Department of Chemistry, University of Massachusetts, Amherst, MA, USA.
Methods Mol Biol. 2025;2875:21-36. doi: 10.1007/978-1-0716-4248-1_3.
The advancement of nucleic acid nanotechnology has resulted in broad applications of DNA- and RNA-based molecular sensors for bioanalysis. Catalytic hairpin assembly is such a type of programmable and enzyme-free nucleic acid circuit that has been popularly used in developing biosensors. Genetically encodable fluorogenic RNA-based devices have recently gained a lot of attentions as a powerful tool for intracellular imaging. Combining these two techniques together, we have developed a genetically encodable RNA-based catalytic hairpin assembly circuit for the highly sensitive detection of low-abundance RNAs in living cells. In this system, the binding of one target RNA can catalytically trigger the generation of tens-to-hundreds of fluorogenic RNA reporters and produce a significantly enhanced fluorescence signal. Here, we will introduce the detailed design, optimization, and imaging protocol of this new type of powerful imaging tools.
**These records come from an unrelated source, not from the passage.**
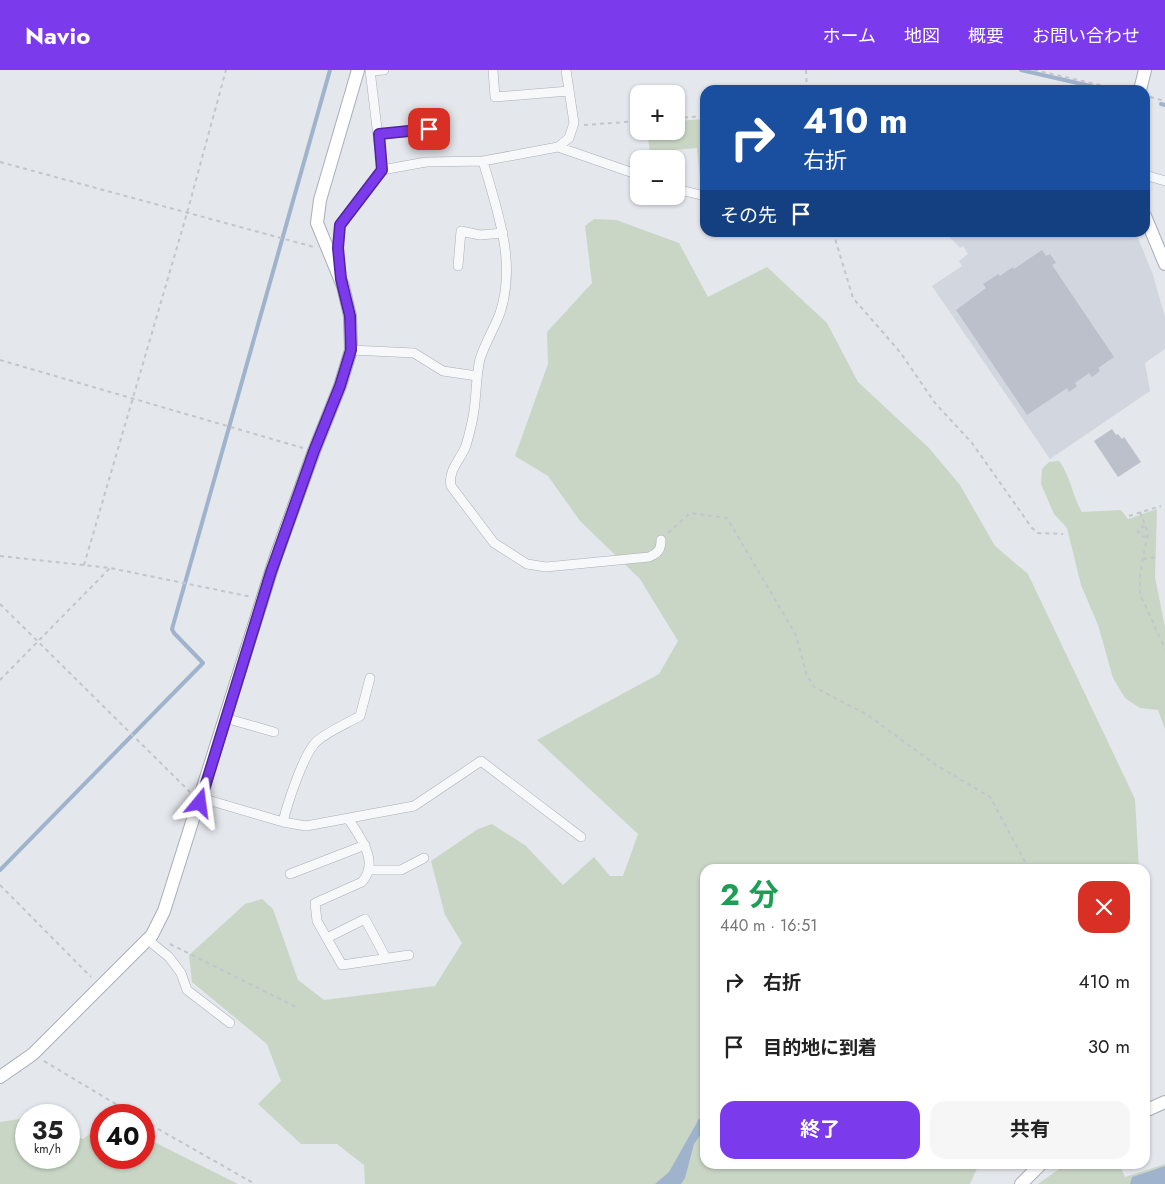 <!DOCTYPE html>
<html lang="ja">
<head>
<meta charset="utf-8">
<style>
	body { margin:0; font-family:Jost,"Noto Sans JP",sans-serif; background:#f6f6f6; color:#222; height:100vh; display:flex; flex-direction:column; font-size:19px; white-space:nowrap }
	* { box-sizing:border-box; margin:0 }
	p { font-size:16px; color:#767676 }
	.icon { flex:none; width:28px; height:28px; fill:none; stroke:currentColor; stroke-width:2; stroke-linecap:round; stroke-linejoin:round }
	.map { position:relative; flex:1; overflow:hidden }
	.details { position:absolute; left:700px; top:794px; width:450px; height:305px; display:flex; flex-direction:column; background:#fff; border-radius:15px; box-shadow:0 1px 4px #0004 }
	.details>* { flex:none }
	.guide { position:absolute; left:700px; top:15px; width:450px; height:152px; border-radius:15px; box-shadow:0 1px 4px #0004; background:#1a4fa0; color:#fff; overflow:hidden }
	.tools { position:absolute; left:630px; top:15px; display:grid; gap:10px }
	.tools a { display:grid; place-items:center; width:55px; height:55px; border-radius:10px; background:#fff; box-shadow:0 1px 4px #0004; font-size:25px }
	.speed { position:absolute; left:15px; top:1034px; display:flex; gap:10px; font-size:25px; font-weight:700; text-align:center }
	.speed>* { display:grid; place-content:center; width:65px; height:65px; border-radius:50%; background:#fff; box-shadow:0 1px 4px #0004; line-height:1 }
	.speed small { font-size:12px; font-weight:400 }
	.speed .limit { border:8px solid #d22; background:#fff; color:#111 }
	.pin { position:absolute; display:grid; place-items:center; width:42px; height:42px; color:#fff; margin:-21px; border-radius:10px; box-shadow:0 2px 8px #0006 }
	.me { position:absolute; width:55px; margin:-28px; rotate:16deg; stroke-linejoin:round; filter:drop-shadow(0 0 4px #0008) }
	.turn { display:flex; align-items:center; gap:18px; height:105px; padding:0 20px; font-size:22px }
	.turn .icon { width:65px; height:65px; stroke-width:2.5 }
	.turn b { display:block; font-size:35px; line-height:42px }
	.then { display:flex; align-items:center; height:48px; padding:0 20px; background:#0003; gap:10px; font-size:19px }
	.round { display:grid; place-items:center; flex:none; width:52px; height:52px; border-radius:15px; background:#f6f6f6 }
	.head { display:flex; align-items:center; justify-content:space-between; height:85px; padding:0 20px }
	h1 { font-size:30px; font-weight:700; line-height:38px; color:#1e9e55 }
	.cta { display:flex; gap:10px; margin-top:auto; padding:10px 20px }
	.cta a { flex:1; height:58px; border-radius:15px; background:#7c3aed; color:#fff; font-size:20px; font-weight:700; line-height:58px; text-align:center }
	.cta a+a { background:#f6f6f6; color:#222 }
	ul { padding:0; list-style:none }
	li { display:flex; align-items:center; gap:15px; height:65px; padding:0 20px }
	li div { flex:1 }
	li b { display:block; font-size:19px }
	li em { font-style:normal }
	header { display:flex; align-items:center; gap:30px; box-sizing:border-box; height:70px; padding:0 25px; background:#7c3aed; color:#fff }
	header strong { font-size:24px }
	nav { display:flex; gap:28px; margin-inline-start:auto; font-size:18px }
	.map>svg:first-child { display:block }
	.built { fill:#d2d6de }
	.green { fill:#c9d6c5 }
	.water { fill:#9fb4cc }
	.lines { fill:none; stroke-linecap:round; stroke-linejoin:round }
	.stream { stroke:#9fb4cc; stroke-width:4 }
	.building { fill:#bbc0ca }
	.street-casing { stroke:#a9aeb7; stroke-width:10 }
	.secondary-casing { stroke:#a9aeb7; stroke-width:14 }
	.path { stroke:#c2c5cb; stroke-width:2; stroke-dasharray:4 4; stroke-linecap:butt }
	.street { stroke:#f7f8fa; stroke-width:9 }
	.secondary { stroke:#fff; stroke-width:12 }
	.route-casing { stroke:#51269a; stroke-width:12 }
	.route { stroke:#7c3aed; stroke-width:9 }
</style>
</head>
<body>
<header>
<strong>Navio</strong>
<nav><a>ホーム</a><a>地図</a><a>概要</a><a>お問い合わせ</a></nav>
</header>
<div class="map">
<svg width="1165" height="1114" viewBox="0 0 1165 1114">
	<rect width="100%" height="100%" fill="#e4e7ec"/>
	<path class="built" d="M 946,163 L 1136,163 L 1153,205 L 1165,247 L 1165,279 L 1145,293 L 1150,321 L 1050,389 L 932,216 L 962,196 L 959,191 L 968,184 L 963,176 L 960,178 Z"/>
	<path class="green" d="M 705,49 L 705,118 L 701,118 L 697,78 L 650,82 L 647,61 L 676,61 L 676,51 Z
		M 594,149 L 616,150 L 679,173 L 708,227 L 767,197 L 827,253 L 858,312 L 929,378 L 960,415 L 995,476 L 1028,504 L 1135,729 L 1139,799 L 705,799 L 705,1094 L 979,1094 L 970,1114 L 365,1114 L 364,1095 L 337,1074 L 301,1074 L 258,1034 L 281,1011 L 267,974 L 192,912 L 189,885 L 245,834 L 262,829 L 273,839 L 298,910 L 324,930 L 435,916 L 462,873 L 445,845 L 431,791 L 478,759 L 492,754 L 526,776 L 563,815 L 594,787 L 610,806 L 623,806 L 638,764 L 537,670 L 659,604 L 678,571 L 640,509 L 580,451 L 548,406 L 515,386 L 548,294 L 547,262 L 592,213 L 585,156 Z
		M 1059,391 C 1071,406 1072,426 1082,442 L 1121,440 L 1128,449 L 1157,439 L 1155,507 L 1165,557 L 1165,659 L 1158,640 L 1140,638 L 1125,628 L 1113,608 L 1098,555 L 1081,515 L 1067,458 L 1054,444 L 1041,414 L 1042,399 L 1049,392 Z
		M 26,1048 L 26,1088 L 69,1088 L 69,1063 L 83,1069 L 101,1055 L 101,1088 L 144,1088 L 144,1067 L 238,1114 L 0,1114 L 0,1052 Z
		M 1066,1094 L 1119,1094 L 1125,1107 L 1165,1094 L 1165,1114 L 1038,1114 Z"/>
	<path class="water" d="M 705,1045 L 705,1058 L 694,1074 L 685,1108 L 681,1114 L 655,1114 L 669,1102 L 699,1049 Z
		M 1165,1096 L 1165,1114 L 1130,1114 L 1132,1107 Z"/>
	<g class="lines">
		<path class="stream" d="M 1021,0 L 1108,20
			M 1161,34 L 1165,35
			M 0,800 L 203,593 L 174,563 L 172,559 L 330,0"/>
	</g>
	<path class="building" d="M 1042,180 L 1046,186 L 1050,184 L 1056,193 L 1052,195 L 1114,287 L 1098,298 L 1100,301 L 1092,307 L 1089,303 L 1075,313 L 1077,316 L 1069,322 L 1067,318 L 1027,345 L 956,240 L 986,218 L 983,214 L 998,204 L 1000,206 L 1013,197 L 1014,199 Z
		M 1112,359 L 1116,365 L 1118,364 L 1122,369 L 1124,367 L 1141,392 L 1118,407 L 1094,371 Z"/>
	<g class="lines">
		<defs>
			<path id="street" d="M 370,0 L 382,100
				M 493,0 L 495,27 L 569,21
				M 371,1 L 384,0
				M 379,64 L 429,59
				M 558,77 L 569,68 L 574,53 L 566,0
				M 483,91 C 497,141 517,192 500,243 C 494,259 485,273 480,289 C 475,310 477,331 472,352 C 470,361 468,370 465,378 C 459,391 448,401 451,416 L 494,473 L 527,494 L 546,497 L 649,487 C 658,483 661,480 661,470
				M 1145,105 L 1165,111
				M 676,119 L 705,126
				M 458,196 L 461,161 L 480,165 L 503,163
				M 340,199 L 337,178 L 340,155 L 382,100 L 426,92 L 483,91 L 558,77 L 639,105
				M 351,280 L 414,283 L 443,301 L 477,306
				M 225,648 L 274,662
				M 201,728 L 283,752 L 306,756 L 414,736 L 481,691 L 581,767
				M 349,750 C 360,767 380,792 362,812 L 315,833 L 317,851 L 342,895 L 409,885
				M 283,752 C 287,735 304,682 317,671 C 329,661 346,654 360,646 L 370,608
				M 368,800 L 401,800 L 424,788
				M 290,804 L 365,775
				M 327,868 L 365,849 L 386,888
				M 148,870 L 169,887 L 181,903 L 187,920 L 230,953"/>
			<path id="secondary" d="M 1140,20 L 1145,0
				M 1145,146 L 1165,194
				M 0,1007 L 33,984 L 152,865 L 164,841 L 275,489 L 314,381 L 340,316 L 351,280 L 350,246 L 343,216 L 317,153 L 320,130 L 358,0
				M 1145,1041 L 1165,1032
				M 1021,1114 L 1041,1094"/>
		</defs>
		<use href="#street" class="street-casing"/>
		<use href="#secondary" class="secondary-casing"/>
		<path class="path" d="M 806,0 L 807,20
			M 1034,0 L 1122,20
			M 1150,27 L 1165,31
			M 676,48 L 705,46
			M 584,55 L 639,51
			M 0,92 L 314,177
			M 833,162 L 853,228 L 900,282 L 935,333 L 972,373 L 1032,458 L 1038,463 L 1063,464
			M 0,290 L 303,378
			M 1140,442 L 1148,463 L 1140,503 L 1140,524 L 1165,579
			M 1129,446 L 1161,436
			M 1145,456 L 1140,458 L 1138,462 L 1141,466 L 1148,467
			M 668,463 L 690,443 L 727,448 L 796,565 L 806,603 L 814,617 L 866,644 L 936,695 L 990,727 L 1029,799
			M 0,486 L 110,498 L 252,527
			M 1143,489 L 1158,487
			M 84,495 L 187,143 L 226,0
			M 0,534 L 190,722
			M 0,610 L 110,498
			M 0,815 L 91,907
			M 170,874 L 298,938
			M 44,991 L 134,1045
			M 144,1051 L 255,1114"/>
		<use href="#street" class="street"/>
		<use href="#secondary" class="secondary"/>
	</g>
	<g class="lines">
		<defs>
			<path id="route" d="M 200,733 L 271,502 L 314,381 L 340,316 L 351,280 L 350,246 L 341,209 L 338,178 L 340,155 L 382,100 L 379,64 L 429,59"/>
		</defs>
		<use href="#route" class="route-casing"/>
		<use href="#route" class="route"/>
	</g>
</svg>
<div class="tools">
<a>+</a>
<a>−</a>
</div>
<div class="speed"><div>35<small>km/h</small></div><div class="limit">40</div></div>
<div class="pin" style="left:429px;top:59px;background:#d93025"><svg class="icon" aria-label="arrive" viewBox="0 0 24 24"><path d="M6 21V4h12l-3 4 3 4H6"/></svg></div>
<svg class="me" style="left:200px;top:733px" viewBox="-20 -20 40 40"><path d="M0-17L14 15 0 8-14 15z" fill="#7c3aed" stroke="#fff" stroke-width="4"/></svg>
<div class="guide">
<div class="turn"><svg class="icon" aria-label="right" viewBox="0 0 24 24"><path d="M7 20v-9h11M14 6l5 5-5 5"/></svg><div><b>410 m</b>右折</div></div>
<div class="then">その先<svg class="icon" aria-label="arrive" viewBox="0 0 24 24"><path d="M6 21V4h12l-3 4 3 4H6"/></svg></div>
</div>
<section class="details">
<div class="head"><div><h1>2 分</h1><p>440 m · 16:51</p></div><a class="round" style="background:#d93025;color:#fff"><svg class="icon" aria-label="close" viewBox="0 0 24 24"><path d="M6 6l12 12M18 6L6 18"/></svg></a></div>
<ul>
<li><svg class="icon" aria-label="right" viewBox="0 0 24 24"><path d="M7 20v-9h11M14 6l5 5-5 5"/></svg><div><b>右折</b></div><em>410 m</em></li>
<li><svg class="icon" aria-label="arrive" viewBox="0 0 24 24"><path d="M6 21V4h12l-3 4 3 4H6"/></svg><div><b>目的地に到着</b></div><em>30 m</em></li>
</ul>
<div class="cta"><a>終了</a><a>共有</a></div>
</section>
</div>
</body>
</html>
核酸纳米技术的进步使得基于 DNA 和 RNA 的分子传感器在生物分析中有了广泛的应用。催化发夹组装就是这样一种可编程且无酶的核酸电路,已广泛应用于生物传感器的开发中。基于遗传编码的荧光 RNA 器件最近作为一种强大的细胞内成像工具引起了广泛关注。将这两种技术结合在一起,我们开发了一种基于遗传编码的 RNA 催化发夹组装电路,用于在活细胞中高灵敏度地检测低丰度的 RNA。在这个系统中,一个靶 RNA 的结合可以催化引发数十到数百个荧光 RNA 报告分子的生成,并产生显著增强的荧光信号。在这里,我们将介绍这种新型强大成像工具的详细设计、优化和成像方案。